Next week Namibians go to the polls to elect their president and members of the National Assembly. Already, political parties contesting the polls have been criss-crossing the length and breadth of the country canvassing for votes.
A total of 11 candidates will contest for the highest office in the land while 1,358,468 people have registered to vote in the election. Among the candidates is one female, as well as an independent candidate. We would, however, have wished for more female candidates, in line with the principle of gender balance.
The Namibian electorate will have to choose from an array of political parties contesting to fill the 96 parliamentary seats.
The political parties contesting in next week’s elections are; All People’s Party (APP), Christian Democratic Voice (CDV), Congress of Democrats (COD), Landless People’s Movement, Namibia Economic Freedom Fighters (NEFF), Namibia Patriotic Front (NPF), National Democratic Party (NDP), National Unity Democratic Organisation (NUDO), Popular Democratic Movement (PDM), Rally for Democracy and Progress (RDP), Republican Party (RP), Swanu of Namibia (SWANU), Swapo Party of Namibia (Swapo), United Democratic Front of Namibia (UDF), and Workers Revolutionary Party (WRP).
The number of registered voters, as well as the parties and candidates contesting in the polls shows democracy at work. We believe this is what Namibians have fought for, that is to be given the right and chance to freely choose their political leaders. Namibians took up arms against German imperialism and South African apartheid in order to determine their destiny, economically empower themselves and benefit from their God-given natural resources.
Today, Namibia is a model when it comes to democracy on the continent.
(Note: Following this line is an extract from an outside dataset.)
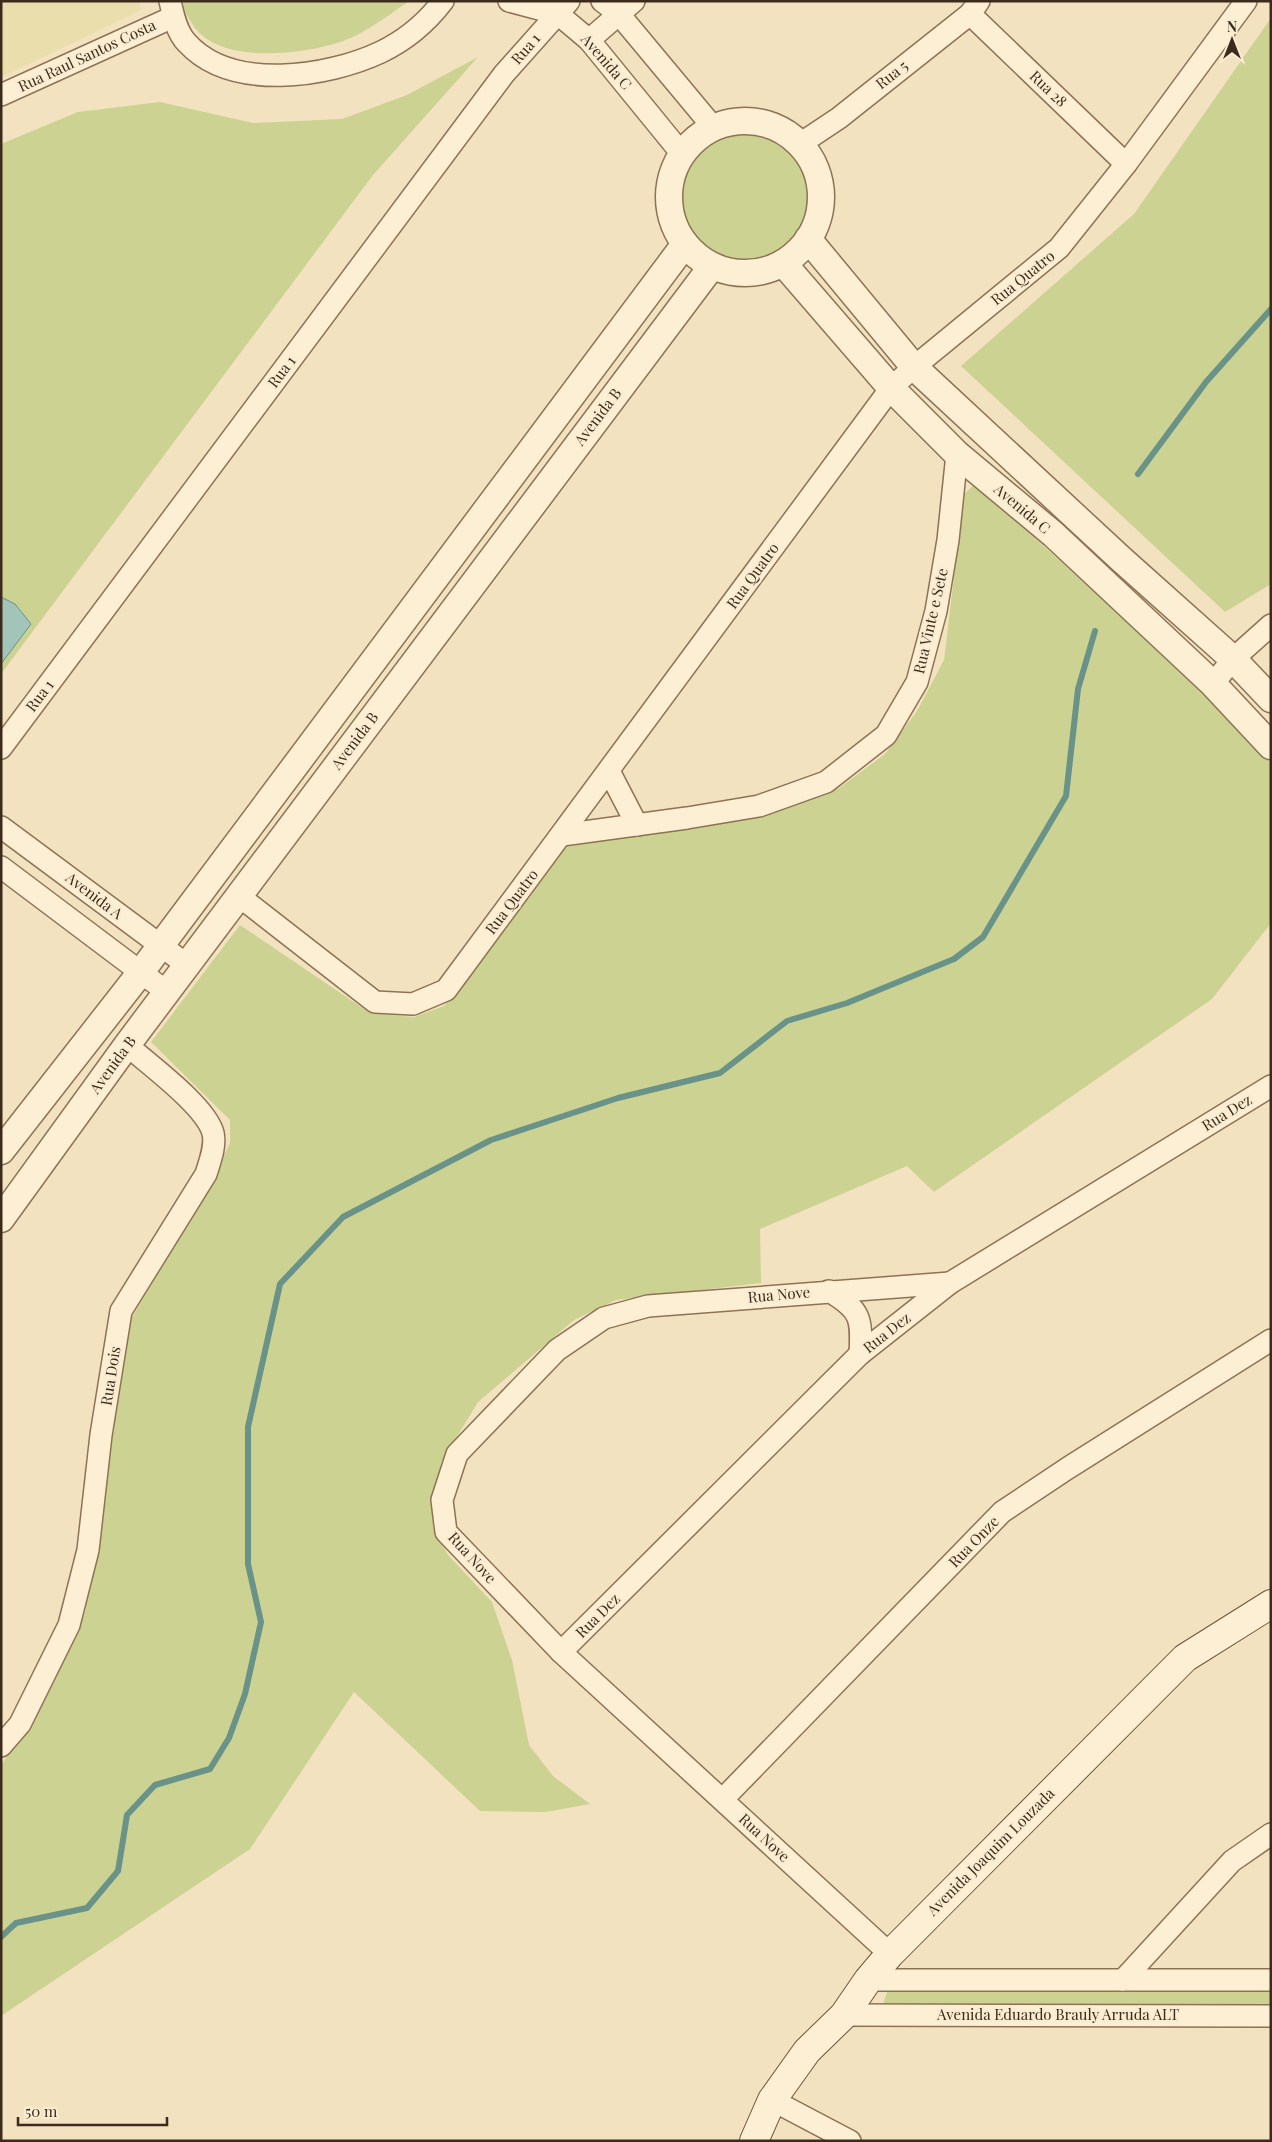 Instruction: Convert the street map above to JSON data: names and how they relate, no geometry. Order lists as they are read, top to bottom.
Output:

But whoever wins the forthcoming polls should expeditiously address economic empowerment issues for the benefit of all Namibians.
Electoral observers, including those from the SADC region and the African Union, have already descended on the nation to observe the elections. This is in line with the SADC and AU principles and guidelines governing democratic elections.
Already the SADC Electoral Observer Mission (SEOM), headed by Zimbabwe’s Defence Minister, Oppah Muchinguri-Kashiri, has said its assessment is that Namibia is ready for the elections. This is plus.
She added that SEOM would continue to engage all political stakeholders, civil society as well as role players to the election in making sure that Namibia meets the laid down SADC guidelines and principles governing democratic elections.
She also called for trust on the SEOM engagement after coming under severe pressure from opposition politicians and civil society on whether the regional bloc had the credibility needed to observe a credible, free and fair election following events of the past where it had been under criticism for early endorsement of the process.
Muchinguri-Kashiri said the guidelines and monitoring of the process in Namibia would be hinged on full participation of citizens in the political process, freedom of association, assembly and expression, measures to prevent corruption, bribery, political violence, intimidation and intolerance, equal opportunity for all political parties to state media, respect for values of electoral justice, independence of the judiciary, and civic and voter education, among a few more benchmarks.
Swapo secretary-general, Sophia Shanigwa, has said the ruling party is happy with the regional bloc’s assessment so far, while the RDP presidential candidate, Mike Kavekotora, said SADC needs to prove its impartiality and less inclination to revolutionary parties.
However, Muchinguri-Kashiri rubbished allegations that the mission supported liberation movement political parties to remain in power, saying SADC goes beyond liberation movements.
She explained that SADC was guided by principles and it abided by those guidelines and not by their own personal or party aspirations.
Last year, the SADC executive secretary Dr Stergomena Tax reiterated that SADC and the African Union have the capacity to assess and observe elections in the region and on the continent without outside interference.
Dr Tax said SADC had guidelines on conducting and observing democratic elections in member states and that it was not up to western powers to meddle in elections in the region and on the continent.
Perhaps more telling was Dr Tax’s revelation that there was a SADC external partner which wanted to be involved in the counting process of an election in an unnamed member state. She said the unnamed external partner even wanted to meddle in the member state’s internal processes by putting in place their own instruments.
SADC member states must be on guard against foreign meddling in their internal processes. African observers have done remarkably well in elections held thus far on the continent, including in Botswana, Malawi, Mauritius, and Mozambique.
We believe observer missions from the continent are very capable and should take a leading role in observing elections on the continent. Foreign observers, that is those from outside the African continent, can only come at the invitation of countries that are holding elections and should not be given room to meddle in the internal politics of sovereign nations. Africans are well placed to know their processes and should not let foreigners decide for them whether an election is free or fair.
After all, most of these foreign countries have a history of colonising the continent, oppressing its peoples who were not allowed to exercise their rights to vote, and plundering their resources. Why should they be allowed to decide whether an election is democratic, free and fair at the expense of African observers?
As Robert Mugabe would say, these foreigners did not know democracy, judging by their history of slavery and colonialism, and it was only revolutionary parties like the ANC, Chama Chamapinduzi, Frelimo, the MPLA, Swapo and Zanu-PF that fought for the democracy that is enjoyed across the SADC region today.
We wish Namibians a free and fair election and may the best candidates win!